Today I got my wish. On Friday, June 1, the B Corporation was born. This is a new corporate designation for "purpose-driven [companies that] create benefit for all stakeholders, not just shareholders." I've been waiting and watching for B Corporations to become real for about a year now, since I first learned of the effort from a colleague who manages wealth for one of the world's best known tech-wealthy families. I heard again about the concept from folks at GoodCapital - and got the scoop on the launch at the Investors Circle conference in late May.
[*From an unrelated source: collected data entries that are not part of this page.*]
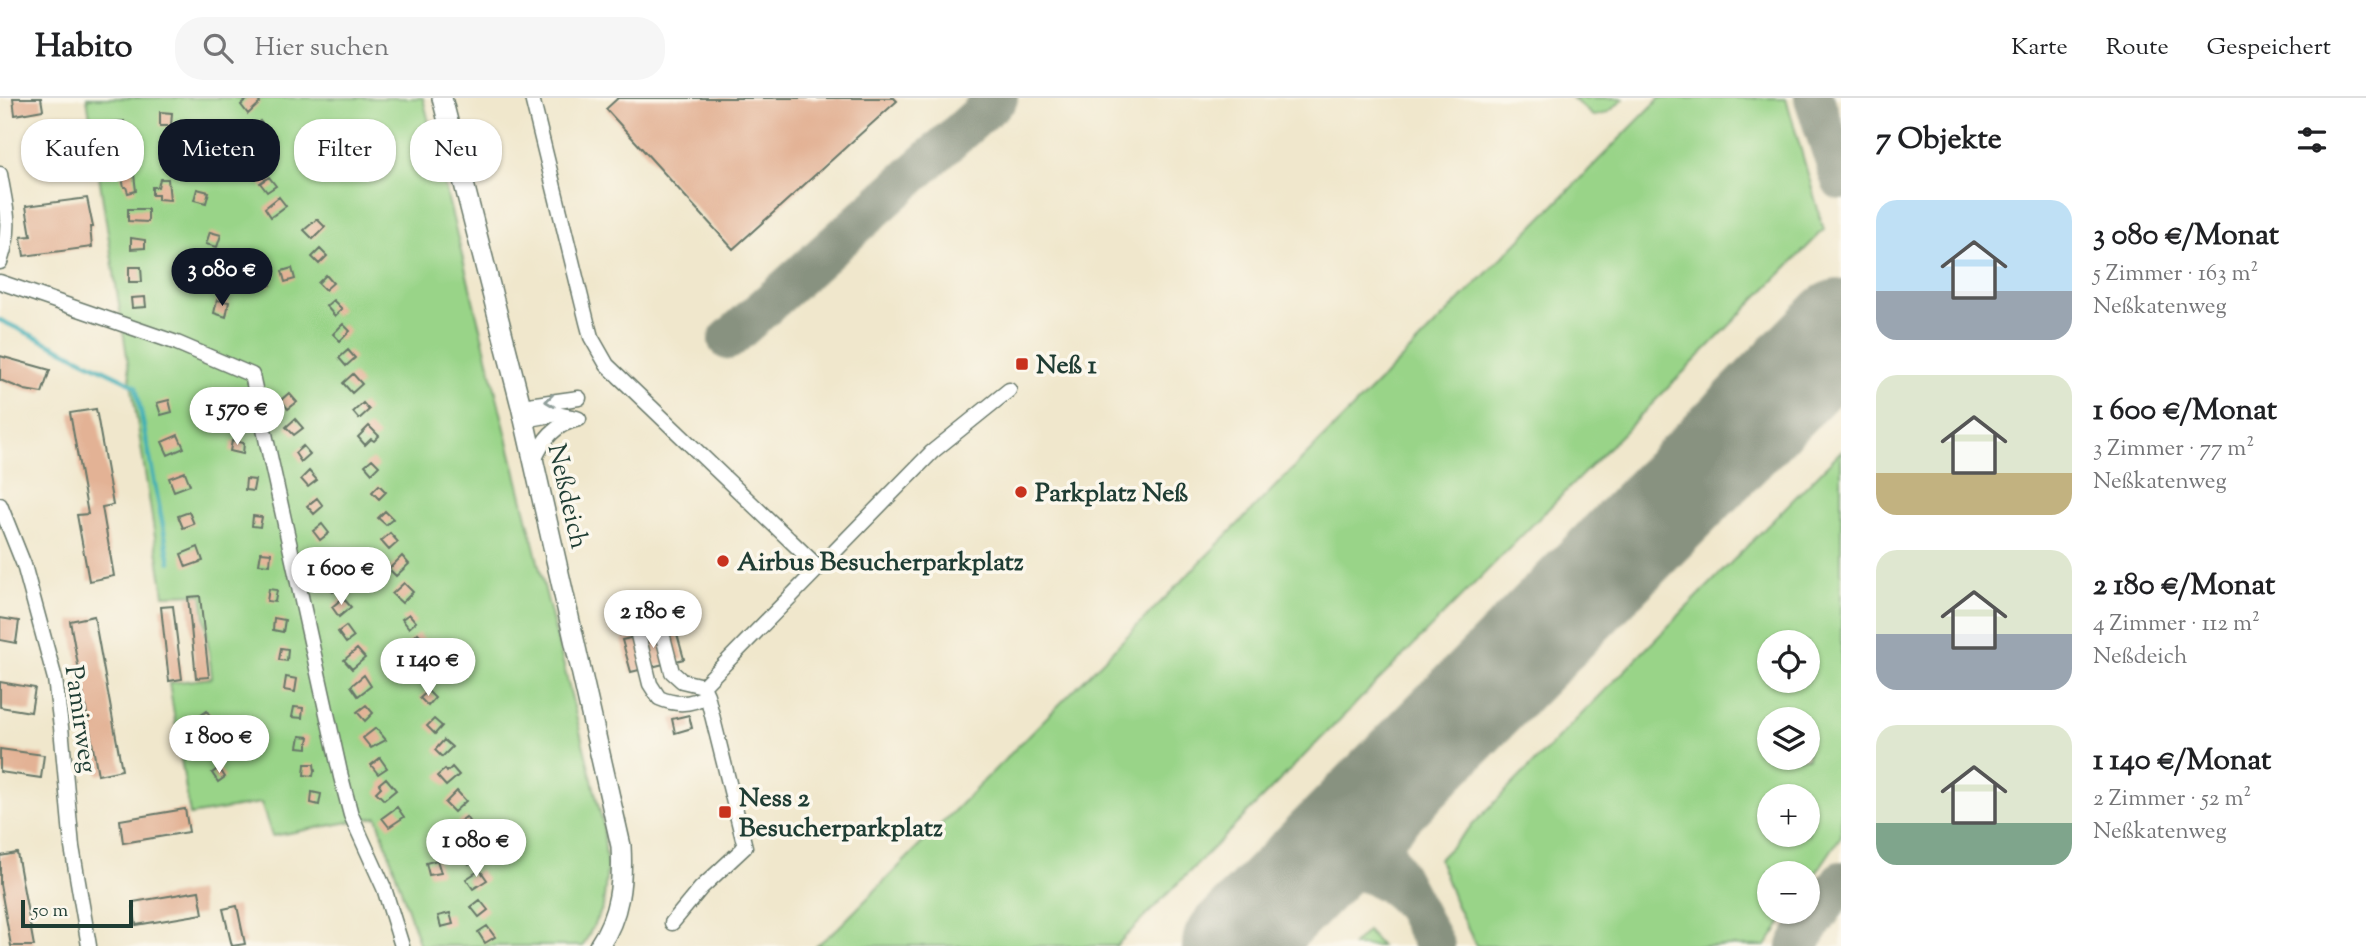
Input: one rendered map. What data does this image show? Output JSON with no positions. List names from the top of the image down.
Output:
{
  "streets": {
    "street": ["Neßdeich", "Pamirweg"]
  },
  "places": {
    "transit": ["Neß 1", "Ness 2 Besucherparkplatz"],
    "other": ["Parkplatz Neß", "Airbus Besucherparkplatz"]
  },
  "scale_bar": "50 m",
  "page": {
    "header": "Habito",
    "search": "Hier suchen",
    "nav": ["Karte", "Route", "Gespeichert"],
    "heading": "7 Objekte",
    "chip": [
      "Kaufen",
      "Mieten",
      "Filter",
      "Neu"
    ],
    "list": [
      {
        "name": "3 080 €/Monat",
        "note": "5 Zimmer · 163 m² · Neßkatenweg"
      },
      {
        "name": "1 600 €/Monat",
        "note": "3 Zimmer · 77 m² · Neßkatenweg"
      },
      {
        "name": "2 180 €/Monat",
        "note": "4 Zimmer · 112 m² · Neßdeich"
      },
      {
        "name": "1 140 €/Monat",
        "note": "2 Zimmer · 52 m² · Neßkatenweg"
      }
    ],
    "price": [
      "3 080 €",
      "1 570 €",
      "1 600 €",
      "2 180 €",
      "1 140 €",
      "1 800 €",
      "1 080 €"
    ],
    "map_buttons": ["+", "−"],
    "scale": "50 m"
  }
}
I just completed the B Corporation Survey. It asks detailed questions about Blueprint's goods and services, our means of developing and delivering them, the company's governance structure, employee benefits, stakeholder information, environmental commitments, and inclusive reach to under served populations.

The questions are provocative. For example, as a leaseholder can we do more to improve the environmental sustainability of our building? My staff worked with the building managers to improve recycling options, what more can we do since we don't own or manage the facility? Come next workweek, maybe we should try to meet with the building managers and the other tenants to discuss this.

Here's another one: my company is small, with 10 employees. Four members of our staff identify as members of racial/ethnic minority groups; seven are women, two identify as gay. By the standards of the survey this is pretty diverse. But we know we don't reflect the ethnic and racial diversity of our home town - San Francisco (or the state or the nation). We can do more, we know it, we try, and we can use help.

Do we provide a public benefit? To all shareholders in Blueprint's work? This was the key question I asked ten years ago and still ask today. Our work is designed to help philanthropists make more informed and effective decisions with all of their capital (financial, human, intellectual, physical, reputational, and networked). By rough calculation, Blueprint's guidance has directly influenced hundreds of millions of dollars in foundation grants. Indirectly - through speeches, books, panel presentations, articles, and workshops - we have influenced the thinking of individuals and entities who oversee billions of dollars endowed for public benefit. These shareholders benefit from our work - philanthropic, clients, employees, nonprofit partners of our clients, community organizations in San Francisco (we sit on boards, volunteer our time, and give money), corporate owners. Is that broad enough? Is there a greater public benefit we can provide?

We've completed the B Corporation survey (we scored a 62.9). We've submitted papers to file as a B Corporation. We actively participate (as speakers, bloggers, and active learners) in conferences and other learning opportunities for "the Fourth Sector." We're thought leaders on philanthropic capital markets.

There are lots of things Blueprint can do independently. More exciting, there is a real force developing - a community of like-minded entities. Information and peers can be found through Business for Social Responsibility, Social Venture Network, Investors Circle, Schwab Foundation for Social Entrepreneurs, Omidyar.net, SocialEdge, BALLE, MIXMarket, xigi.net, Global Philanthropy Forum. Its exciting, welcome, and time.